╔══

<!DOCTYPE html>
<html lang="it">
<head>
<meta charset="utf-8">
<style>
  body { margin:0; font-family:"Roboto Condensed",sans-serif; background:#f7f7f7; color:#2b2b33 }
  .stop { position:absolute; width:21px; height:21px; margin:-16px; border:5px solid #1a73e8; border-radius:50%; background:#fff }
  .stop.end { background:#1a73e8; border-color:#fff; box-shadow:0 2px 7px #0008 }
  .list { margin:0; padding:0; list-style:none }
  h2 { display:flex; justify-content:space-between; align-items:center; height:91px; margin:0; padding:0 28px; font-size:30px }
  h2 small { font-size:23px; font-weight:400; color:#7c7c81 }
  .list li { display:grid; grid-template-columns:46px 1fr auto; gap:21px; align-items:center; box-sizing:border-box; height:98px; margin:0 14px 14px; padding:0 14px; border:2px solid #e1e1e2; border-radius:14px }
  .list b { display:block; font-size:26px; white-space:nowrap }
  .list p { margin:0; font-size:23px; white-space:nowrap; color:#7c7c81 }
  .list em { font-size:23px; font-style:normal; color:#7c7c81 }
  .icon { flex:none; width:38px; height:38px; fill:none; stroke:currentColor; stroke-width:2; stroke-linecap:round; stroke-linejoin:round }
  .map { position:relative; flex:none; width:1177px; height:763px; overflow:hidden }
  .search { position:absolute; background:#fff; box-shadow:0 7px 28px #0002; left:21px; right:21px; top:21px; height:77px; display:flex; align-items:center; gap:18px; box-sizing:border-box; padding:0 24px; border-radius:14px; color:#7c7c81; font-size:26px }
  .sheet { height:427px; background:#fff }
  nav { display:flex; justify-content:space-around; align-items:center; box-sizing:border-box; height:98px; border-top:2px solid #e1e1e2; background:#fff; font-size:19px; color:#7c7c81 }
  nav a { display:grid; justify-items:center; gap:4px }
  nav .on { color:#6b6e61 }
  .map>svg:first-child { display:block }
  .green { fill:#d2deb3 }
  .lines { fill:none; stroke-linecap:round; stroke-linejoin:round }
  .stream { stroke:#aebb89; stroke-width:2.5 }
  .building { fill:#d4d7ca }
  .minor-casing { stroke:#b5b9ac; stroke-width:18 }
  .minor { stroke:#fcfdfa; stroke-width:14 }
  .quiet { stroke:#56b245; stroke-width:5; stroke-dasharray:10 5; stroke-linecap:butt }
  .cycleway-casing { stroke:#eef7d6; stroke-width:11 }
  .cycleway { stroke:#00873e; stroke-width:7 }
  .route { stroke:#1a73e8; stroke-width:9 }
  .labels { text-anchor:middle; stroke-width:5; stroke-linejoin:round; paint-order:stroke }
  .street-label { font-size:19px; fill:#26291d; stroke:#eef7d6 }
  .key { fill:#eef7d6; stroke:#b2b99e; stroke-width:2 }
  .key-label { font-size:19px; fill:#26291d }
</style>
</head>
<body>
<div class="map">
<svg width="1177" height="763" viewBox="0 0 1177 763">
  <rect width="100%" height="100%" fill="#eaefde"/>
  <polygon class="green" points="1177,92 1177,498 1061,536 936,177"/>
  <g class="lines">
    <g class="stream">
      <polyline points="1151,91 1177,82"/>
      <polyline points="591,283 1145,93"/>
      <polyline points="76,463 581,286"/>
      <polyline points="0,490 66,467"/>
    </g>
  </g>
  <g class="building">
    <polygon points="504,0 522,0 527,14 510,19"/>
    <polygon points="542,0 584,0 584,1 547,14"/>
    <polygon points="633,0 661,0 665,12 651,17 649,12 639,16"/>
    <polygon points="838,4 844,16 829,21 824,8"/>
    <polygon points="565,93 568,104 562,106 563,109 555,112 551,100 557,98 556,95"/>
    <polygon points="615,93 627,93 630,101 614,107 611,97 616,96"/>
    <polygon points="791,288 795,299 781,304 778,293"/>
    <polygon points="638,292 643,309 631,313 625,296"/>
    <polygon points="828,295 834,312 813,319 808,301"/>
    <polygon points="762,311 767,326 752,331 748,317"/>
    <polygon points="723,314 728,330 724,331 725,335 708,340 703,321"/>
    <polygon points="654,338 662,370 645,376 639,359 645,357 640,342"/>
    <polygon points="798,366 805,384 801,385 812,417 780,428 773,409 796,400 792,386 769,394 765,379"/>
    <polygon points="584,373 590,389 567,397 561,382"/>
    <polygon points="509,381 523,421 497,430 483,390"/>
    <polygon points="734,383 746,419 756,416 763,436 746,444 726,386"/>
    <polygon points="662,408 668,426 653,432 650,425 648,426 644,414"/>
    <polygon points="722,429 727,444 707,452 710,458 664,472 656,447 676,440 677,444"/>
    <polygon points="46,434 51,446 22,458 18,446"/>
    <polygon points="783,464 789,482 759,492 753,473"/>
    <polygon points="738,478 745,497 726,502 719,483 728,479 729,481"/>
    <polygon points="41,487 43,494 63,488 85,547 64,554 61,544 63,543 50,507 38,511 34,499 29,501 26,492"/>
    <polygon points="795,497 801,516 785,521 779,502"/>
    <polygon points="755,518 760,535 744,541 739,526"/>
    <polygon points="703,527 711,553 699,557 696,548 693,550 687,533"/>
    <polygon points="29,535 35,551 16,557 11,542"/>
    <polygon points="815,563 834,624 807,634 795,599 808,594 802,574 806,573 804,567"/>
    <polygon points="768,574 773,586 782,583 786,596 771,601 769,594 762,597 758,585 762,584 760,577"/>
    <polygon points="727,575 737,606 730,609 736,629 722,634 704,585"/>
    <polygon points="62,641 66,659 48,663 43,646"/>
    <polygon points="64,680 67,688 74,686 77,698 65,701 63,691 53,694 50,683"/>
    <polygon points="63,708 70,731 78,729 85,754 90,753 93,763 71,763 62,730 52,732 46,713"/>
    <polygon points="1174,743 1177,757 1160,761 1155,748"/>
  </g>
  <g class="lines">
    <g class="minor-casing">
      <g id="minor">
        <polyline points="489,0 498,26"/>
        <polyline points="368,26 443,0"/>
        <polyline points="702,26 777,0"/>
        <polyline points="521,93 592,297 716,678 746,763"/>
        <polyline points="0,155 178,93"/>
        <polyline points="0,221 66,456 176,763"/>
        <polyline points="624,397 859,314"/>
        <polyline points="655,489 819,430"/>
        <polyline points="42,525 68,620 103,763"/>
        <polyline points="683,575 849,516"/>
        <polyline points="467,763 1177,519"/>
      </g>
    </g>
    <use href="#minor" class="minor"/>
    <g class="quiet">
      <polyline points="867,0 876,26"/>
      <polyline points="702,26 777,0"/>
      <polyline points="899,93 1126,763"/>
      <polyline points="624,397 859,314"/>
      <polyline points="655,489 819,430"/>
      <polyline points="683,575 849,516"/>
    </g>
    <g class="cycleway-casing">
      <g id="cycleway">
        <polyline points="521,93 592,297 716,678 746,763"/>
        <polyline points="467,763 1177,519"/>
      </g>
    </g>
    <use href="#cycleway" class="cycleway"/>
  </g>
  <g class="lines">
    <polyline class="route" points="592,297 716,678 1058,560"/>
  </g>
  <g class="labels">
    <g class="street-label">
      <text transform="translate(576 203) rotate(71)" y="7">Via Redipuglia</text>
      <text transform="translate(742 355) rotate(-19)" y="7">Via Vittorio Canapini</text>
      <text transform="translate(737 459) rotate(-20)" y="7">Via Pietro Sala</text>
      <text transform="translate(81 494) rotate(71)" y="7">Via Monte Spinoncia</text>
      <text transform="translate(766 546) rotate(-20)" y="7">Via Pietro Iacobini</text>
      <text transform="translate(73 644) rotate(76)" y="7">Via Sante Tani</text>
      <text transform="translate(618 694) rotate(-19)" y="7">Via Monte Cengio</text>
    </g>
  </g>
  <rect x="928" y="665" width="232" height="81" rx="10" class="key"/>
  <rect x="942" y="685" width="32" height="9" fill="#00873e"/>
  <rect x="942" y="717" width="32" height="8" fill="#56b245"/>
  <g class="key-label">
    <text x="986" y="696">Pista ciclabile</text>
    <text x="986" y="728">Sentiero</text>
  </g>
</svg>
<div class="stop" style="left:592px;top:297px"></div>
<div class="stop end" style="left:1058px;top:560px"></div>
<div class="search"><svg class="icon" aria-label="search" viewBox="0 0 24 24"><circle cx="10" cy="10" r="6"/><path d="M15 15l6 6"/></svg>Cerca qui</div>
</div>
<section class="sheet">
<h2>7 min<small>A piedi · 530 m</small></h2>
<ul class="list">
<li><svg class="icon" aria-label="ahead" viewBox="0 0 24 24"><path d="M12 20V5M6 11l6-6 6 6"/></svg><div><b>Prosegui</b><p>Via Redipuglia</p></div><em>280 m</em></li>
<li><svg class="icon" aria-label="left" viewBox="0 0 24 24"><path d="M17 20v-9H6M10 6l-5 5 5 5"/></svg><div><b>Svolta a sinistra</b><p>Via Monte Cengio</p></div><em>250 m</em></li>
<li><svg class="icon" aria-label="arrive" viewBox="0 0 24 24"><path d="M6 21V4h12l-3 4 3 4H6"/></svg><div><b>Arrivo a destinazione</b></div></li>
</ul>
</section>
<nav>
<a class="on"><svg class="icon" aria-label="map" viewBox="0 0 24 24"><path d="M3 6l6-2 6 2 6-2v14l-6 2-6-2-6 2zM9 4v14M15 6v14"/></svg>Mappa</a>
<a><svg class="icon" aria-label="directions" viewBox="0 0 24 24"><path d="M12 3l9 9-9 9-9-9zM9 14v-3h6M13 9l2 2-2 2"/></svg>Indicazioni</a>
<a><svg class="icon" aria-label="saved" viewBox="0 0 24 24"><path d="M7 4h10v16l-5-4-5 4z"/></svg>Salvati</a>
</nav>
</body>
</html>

╚══

Your answer should be one number: how many lines in the material hold the word "translate".

_Response to this exercise_
7